Work to complete:
The answer must be every line from the entries below that includes "baseFrequency".

Collected data
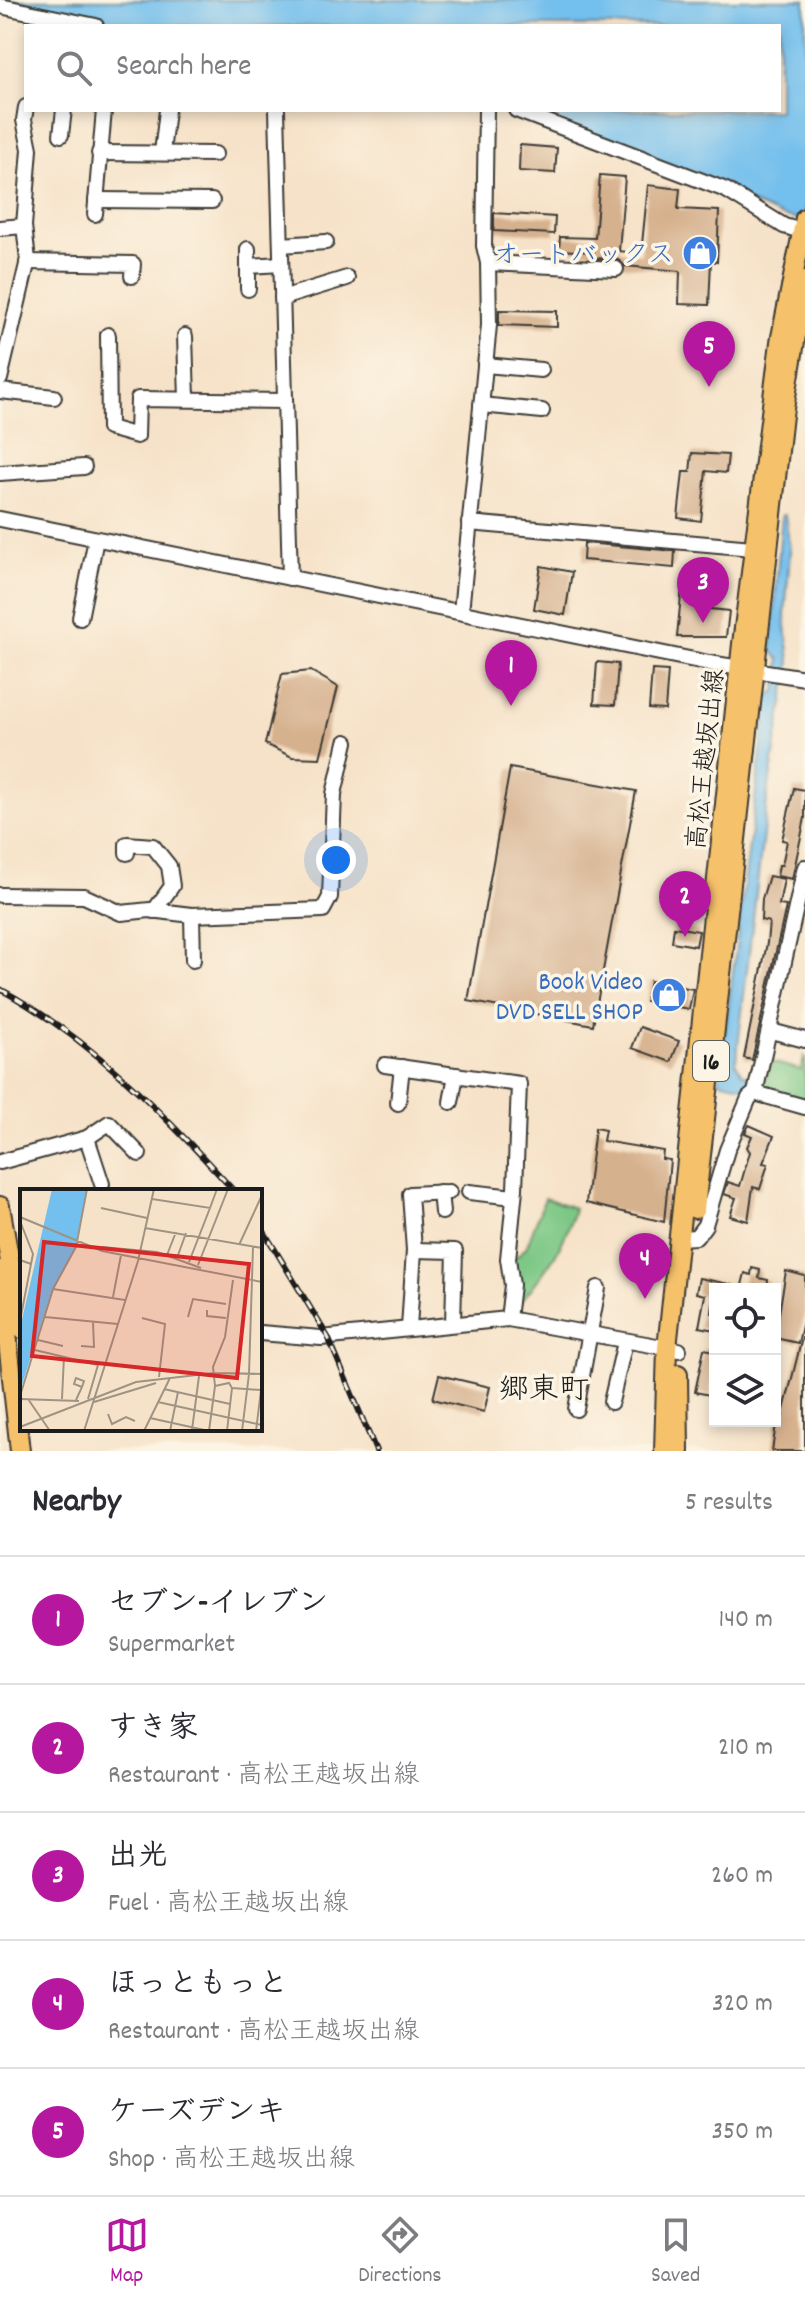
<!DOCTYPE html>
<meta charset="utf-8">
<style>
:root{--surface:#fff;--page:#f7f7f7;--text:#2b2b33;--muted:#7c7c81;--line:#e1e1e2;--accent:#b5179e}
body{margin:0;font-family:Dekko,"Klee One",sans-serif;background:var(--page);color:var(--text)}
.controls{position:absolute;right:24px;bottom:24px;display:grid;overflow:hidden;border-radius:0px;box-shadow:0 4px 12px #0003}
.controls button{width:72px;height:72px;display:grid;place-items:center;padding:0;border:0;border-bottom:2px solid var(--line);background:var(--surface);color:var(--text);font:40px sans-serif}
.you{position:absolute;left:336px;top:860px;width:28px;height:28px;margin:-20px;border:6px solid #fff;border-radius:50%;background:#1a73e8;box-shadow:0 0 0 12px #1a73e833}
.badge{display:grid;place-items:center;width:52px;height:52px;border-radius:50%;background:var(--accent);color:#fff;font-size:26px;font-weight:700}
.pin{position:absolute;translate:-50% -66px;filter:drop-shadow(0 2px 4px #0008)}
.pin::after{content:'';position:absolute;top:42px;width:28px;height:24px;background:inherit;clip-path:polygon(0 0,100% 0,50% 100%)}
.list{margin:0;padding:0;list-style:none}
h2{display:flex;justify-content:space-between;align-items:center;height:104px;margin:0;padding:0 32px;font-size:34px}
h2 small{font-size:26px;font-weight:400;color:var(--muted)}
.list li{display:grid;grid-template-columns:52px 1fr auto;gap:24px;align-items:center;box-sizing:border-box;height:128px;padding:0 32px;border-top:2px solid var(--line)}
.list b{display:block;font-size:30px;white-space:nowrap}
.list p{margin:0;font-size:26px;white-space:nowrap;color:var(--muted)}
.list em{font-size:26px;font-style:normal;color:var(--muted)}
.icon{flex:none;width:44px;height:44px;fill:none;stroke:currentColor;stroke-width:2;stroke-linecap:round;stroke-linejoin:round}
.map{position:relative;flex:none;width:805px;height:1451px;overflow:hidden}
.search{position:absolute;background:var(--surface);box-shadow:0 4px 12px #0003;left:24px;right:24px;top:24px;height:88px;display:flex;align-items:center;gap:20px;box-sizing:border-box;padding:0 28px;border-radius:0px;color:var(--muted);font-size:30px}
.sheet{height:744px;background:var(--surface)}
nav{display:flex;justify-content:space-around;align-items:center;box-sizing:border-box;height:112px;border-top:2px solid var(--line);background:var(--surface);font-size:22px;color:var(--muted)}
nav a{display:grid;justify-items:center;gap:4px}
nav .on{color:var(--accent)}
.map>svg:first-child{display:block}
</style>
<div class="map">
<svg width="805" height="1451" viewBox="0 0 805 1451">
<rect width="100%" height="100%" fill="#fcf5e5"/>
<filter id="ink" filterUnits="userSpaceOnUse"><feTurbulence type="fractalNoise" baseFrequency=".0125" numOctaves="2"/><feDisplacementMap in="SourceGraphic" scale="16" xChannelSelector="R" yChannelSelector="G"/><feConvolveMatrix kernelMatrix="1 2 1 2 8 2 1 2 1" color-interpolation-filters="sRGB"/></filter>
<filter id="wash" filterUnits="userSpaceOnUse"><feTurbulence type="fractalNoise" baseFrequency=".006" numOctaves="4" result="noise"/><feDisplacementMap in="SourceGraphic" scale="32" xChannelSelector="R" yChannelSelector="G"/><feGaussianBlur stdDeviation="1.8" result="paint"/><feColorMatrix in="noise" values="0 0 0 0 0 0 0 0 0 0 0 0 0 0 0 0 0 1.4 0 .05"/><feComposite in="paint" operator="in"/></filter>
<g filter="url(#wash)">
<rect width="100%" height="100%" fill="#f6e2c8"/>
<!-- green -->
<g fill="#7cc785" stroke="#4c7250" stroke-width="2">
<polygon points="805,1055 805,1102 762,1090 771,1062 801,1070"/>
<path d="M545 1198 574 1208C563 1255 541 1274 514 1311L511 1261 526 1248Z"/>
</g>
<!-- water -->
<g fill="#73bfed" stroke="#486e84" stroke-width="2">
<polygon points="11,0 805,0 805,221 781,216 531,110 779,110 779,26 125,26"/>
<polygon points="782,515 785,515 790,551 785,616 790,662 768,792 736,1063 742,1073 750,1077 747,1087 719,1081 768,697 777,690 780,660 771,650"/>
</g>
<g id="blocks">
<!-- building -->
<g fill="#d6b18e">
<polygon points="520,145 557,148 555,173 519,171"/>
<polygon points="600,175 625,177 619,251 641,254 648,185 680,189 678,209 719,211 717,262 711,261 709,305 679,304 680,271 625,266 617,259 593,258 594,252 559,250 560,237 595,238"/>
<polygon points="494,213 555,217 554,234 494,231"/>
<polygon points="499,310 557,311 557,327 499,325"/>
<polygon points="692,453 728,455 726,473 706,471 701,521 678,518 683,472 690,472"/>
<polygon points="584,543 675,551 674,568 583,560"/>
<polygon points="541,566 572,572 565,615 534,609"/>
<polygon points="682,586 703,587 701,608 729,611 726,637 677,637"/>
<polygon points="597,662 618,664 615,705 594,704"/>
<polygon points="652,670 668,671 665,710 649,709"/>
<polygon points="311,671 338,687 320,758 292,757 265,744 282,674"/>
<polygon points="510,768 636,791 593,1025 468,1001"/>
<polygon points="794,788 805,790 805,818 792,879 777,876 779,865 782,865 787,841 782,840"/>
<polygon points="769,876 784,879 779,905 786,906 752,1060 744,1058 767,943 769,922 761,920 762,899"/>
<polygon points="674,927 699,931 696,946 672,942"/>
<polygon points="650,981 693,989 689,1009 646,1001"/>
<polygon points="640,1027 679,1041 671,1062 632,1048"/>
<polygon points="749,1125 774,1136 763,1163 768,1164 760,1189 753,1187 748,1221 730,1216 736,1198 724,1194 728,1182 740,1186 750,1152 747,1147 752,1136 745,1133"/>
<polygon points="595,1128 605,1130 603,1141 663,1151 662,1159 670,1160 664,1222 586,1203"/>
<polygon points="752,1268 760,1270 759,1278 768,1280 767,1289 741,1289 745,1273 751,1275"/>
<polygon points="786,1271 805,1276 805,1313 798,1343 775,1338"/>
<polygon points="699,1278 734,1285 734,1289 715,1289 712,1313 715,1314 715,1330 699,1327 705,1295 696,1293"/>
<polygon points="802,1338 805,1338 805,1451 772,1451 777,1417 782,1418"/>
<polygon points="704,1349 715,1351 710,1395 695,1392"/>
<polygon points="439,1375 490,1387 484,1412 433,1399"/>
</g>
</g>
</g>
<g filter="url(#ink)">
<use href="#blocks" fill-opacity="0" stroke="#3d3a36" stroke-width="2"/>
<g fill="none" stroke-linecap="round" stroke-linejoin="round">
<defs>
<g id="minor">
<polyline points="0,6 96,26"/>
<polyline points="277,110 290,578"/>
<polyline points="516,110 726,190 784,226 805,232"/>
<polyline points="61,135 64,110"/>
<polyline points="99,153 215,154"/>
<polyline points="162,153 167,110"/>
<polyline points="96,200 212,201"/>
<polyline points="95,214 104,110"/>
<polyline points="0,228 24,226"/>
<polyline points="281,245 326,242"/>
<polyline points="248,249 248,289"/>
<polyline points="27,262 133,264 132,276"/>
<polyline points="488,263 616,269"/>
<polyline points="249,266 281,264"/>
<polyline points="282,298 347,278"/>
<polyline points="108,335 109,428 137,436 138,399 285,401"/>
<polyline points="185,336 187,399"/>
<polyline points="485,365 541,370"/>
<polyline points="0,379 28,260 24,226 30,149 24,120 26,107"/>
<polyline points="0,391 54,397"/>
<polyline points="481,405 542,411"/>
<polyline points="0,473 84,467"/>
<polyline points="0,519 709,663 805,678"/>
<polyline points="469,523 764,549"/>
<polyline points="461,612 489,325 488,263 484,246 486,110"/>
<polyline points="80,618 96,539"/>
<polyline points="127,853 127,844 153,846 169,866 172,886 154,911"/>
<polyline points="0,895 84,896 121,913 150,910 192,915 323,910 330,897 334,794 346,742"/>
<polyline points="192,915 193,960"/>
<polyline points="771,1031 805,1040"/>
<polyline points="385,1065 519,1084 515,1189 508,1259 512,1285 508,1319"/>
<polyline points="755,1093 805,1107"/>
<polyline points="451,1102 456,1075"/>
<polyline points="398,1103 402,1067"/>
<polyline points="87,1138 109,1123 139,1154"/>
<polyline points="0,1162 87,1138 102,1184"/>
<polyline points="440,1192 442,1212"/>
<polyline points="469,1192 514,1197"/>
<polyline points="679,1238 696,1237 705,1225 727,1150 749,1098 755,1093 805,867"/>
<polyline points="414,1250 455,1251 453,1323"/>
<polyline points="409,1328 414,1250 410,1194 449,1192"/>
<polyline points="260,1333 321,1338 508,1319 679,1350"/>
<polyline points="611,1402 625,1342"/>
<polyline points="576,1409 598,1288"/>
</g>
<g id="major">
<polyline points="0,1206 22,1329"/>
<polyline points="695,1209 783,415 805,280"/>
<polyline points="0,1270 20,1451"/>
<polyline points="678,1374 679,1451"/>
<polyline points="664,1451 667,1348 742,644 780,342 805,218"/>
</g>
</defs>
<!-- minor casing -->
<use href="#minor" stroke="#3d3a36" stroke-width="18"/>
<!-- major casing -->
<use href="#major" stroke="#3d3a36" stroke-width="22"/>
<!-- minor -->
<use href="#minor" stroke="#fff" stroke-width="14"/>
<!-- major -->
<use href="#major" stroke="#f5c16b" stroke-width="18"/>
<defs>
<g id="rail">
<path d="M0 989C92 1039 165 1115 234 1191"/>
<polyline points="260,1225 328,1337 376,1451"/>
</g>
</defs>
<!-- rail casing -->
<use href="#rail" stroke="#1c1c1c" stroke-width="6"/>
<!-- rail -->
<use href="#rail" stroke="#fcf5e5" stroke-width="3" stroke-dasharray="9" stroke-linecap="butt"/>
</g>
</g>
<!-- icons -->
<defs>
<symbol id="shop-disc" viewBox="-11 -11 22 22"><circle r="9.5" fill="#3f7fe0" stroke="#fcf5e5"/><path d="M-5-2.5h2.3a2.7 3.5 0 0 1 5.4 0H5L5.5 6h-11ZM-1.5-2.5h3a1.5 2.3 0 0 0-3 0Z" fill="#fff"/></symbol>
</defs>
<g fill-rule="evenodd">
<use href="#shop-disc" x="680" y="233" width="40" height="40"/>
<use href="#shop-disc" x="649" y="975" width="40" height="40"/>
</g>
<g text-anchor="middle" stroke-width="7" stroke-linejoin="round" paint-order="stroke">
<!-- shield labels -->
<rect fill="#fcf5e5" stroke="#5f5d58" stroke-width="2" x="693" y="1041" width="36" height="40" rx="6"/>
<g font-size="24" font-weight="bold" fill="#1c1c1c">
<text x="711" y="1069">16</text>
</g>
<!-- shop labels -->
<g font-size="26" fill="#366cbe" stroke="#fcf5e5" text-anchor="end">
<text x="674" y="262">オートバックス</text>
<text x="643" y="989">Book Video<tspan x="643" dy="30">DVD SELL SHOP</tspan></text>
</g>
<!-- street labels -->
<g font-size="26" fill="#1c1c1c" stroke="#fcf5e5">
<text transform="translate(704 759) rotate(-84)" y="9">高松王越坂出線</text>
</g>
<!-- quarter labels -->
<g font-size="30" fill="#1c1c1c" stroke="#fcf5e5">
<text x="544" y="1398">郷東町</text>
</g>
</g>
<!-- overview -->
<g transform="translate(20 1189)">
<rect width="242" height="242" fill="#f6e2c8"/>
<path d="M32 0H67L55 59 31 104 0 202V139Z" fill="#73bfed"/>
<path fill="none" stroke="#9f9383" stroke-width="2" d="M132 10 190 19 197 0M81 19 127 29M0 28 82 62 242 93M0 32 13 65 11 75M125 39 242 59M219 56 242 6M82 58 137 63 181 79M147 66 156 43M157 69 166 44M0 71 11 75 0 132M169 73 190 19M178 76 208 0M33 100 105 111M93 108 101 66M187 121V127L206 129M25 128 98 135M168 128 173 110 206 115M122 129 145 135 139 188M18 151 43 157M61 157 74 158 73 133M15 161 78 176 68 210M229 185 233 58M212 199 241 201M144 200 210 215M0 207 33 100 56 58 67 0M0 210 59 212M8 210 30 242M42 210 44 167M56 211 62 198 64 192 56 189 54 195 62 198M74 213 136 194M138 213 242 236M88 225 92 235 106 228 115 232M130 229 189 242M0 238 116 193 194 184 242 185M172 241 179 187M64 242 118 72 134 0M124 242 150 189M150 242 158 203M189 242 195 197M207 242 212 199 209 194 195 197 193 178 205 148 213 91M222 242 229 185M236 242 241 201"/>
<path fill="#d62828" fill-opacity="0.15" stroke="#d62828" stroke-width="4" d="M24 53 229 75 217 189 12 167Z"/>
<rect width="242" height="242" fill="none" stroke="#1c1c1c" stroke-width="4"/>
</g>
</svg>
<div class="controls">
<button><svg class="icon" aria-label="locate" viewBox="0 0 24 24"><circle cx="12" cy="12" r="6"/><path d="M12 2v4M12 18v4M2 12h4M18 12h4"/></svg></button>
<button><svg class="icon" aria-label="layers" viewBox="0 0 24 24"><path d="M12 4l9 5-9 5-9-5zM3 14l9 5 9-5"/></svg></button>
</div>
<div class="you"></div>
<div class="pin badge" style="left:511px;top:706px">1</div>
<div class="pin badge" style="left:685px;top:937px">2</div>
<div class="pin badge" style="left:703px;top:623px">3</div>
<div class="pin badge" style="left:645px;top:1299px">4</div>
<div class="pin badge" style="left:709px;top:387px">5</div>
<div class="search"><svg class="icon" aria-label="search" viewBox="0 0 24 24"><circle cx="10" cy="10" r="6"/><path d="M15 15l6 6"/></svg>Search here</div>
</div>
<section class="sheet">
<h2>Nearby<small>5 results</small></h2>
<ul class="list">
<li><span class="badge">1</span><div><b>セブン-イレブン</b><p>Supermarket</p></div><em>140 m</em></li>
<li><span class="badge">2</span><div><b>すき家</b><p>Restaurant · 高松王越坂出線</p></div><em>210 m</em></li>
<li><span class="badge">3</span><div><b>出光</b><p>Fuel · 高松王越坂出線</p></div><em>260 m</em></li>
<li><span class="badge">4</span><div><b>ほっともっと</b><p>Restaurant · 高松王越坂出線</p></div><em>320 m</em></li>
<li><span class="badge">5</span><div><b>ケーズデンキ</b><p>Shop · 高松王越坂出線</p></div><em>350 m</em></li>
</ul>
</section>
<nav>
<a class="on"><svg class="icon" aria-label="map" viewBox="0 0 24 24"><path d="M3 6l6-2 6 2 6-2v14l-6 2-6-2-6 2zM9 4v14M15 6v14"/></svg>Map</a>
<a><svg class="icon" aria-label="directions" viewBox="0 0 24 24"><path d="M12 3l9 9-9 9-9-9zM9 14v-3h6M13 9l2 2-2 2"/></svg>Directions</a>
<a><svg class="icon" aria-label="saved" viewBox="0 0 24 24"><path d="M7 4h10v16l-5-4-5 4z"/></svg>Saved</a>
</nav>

Answer for the task:
<filter id="ink" filterUnits="userSpaceOnUse"><feTurbulence type="fractalNoise" baseFrequency=".0125" numOctaves="2"/><feDisplacementMap in="SourceGraphic" scale="16" xChannelSelector="R" yChannelSelector="G"/><feConvolveMatrix kernelMatrix="1 2 1 2 8 2 1 2 1" color-interpolation-filters="sRGB"/></filter>
<filter id="wash" filterUnits="userSpaceOnUse"><feTurbulence type="fractalNoise" baseFrequency=".006" numOctaves="4" result="noise"/><feDisplacementMap in="SourceGraphic" scale="32" xChannelSelector="R" yChannelSelector="G"/><feGaussianBlur stdDeviation="1.8" result="paint"/><feColorMatrix in="noise" values="0 0 0 0 0 0 0 0 0 0 0 0 0 0 0 0 0 1.4 0 .05"/><feComposite in="paint" operator="in"/></filter>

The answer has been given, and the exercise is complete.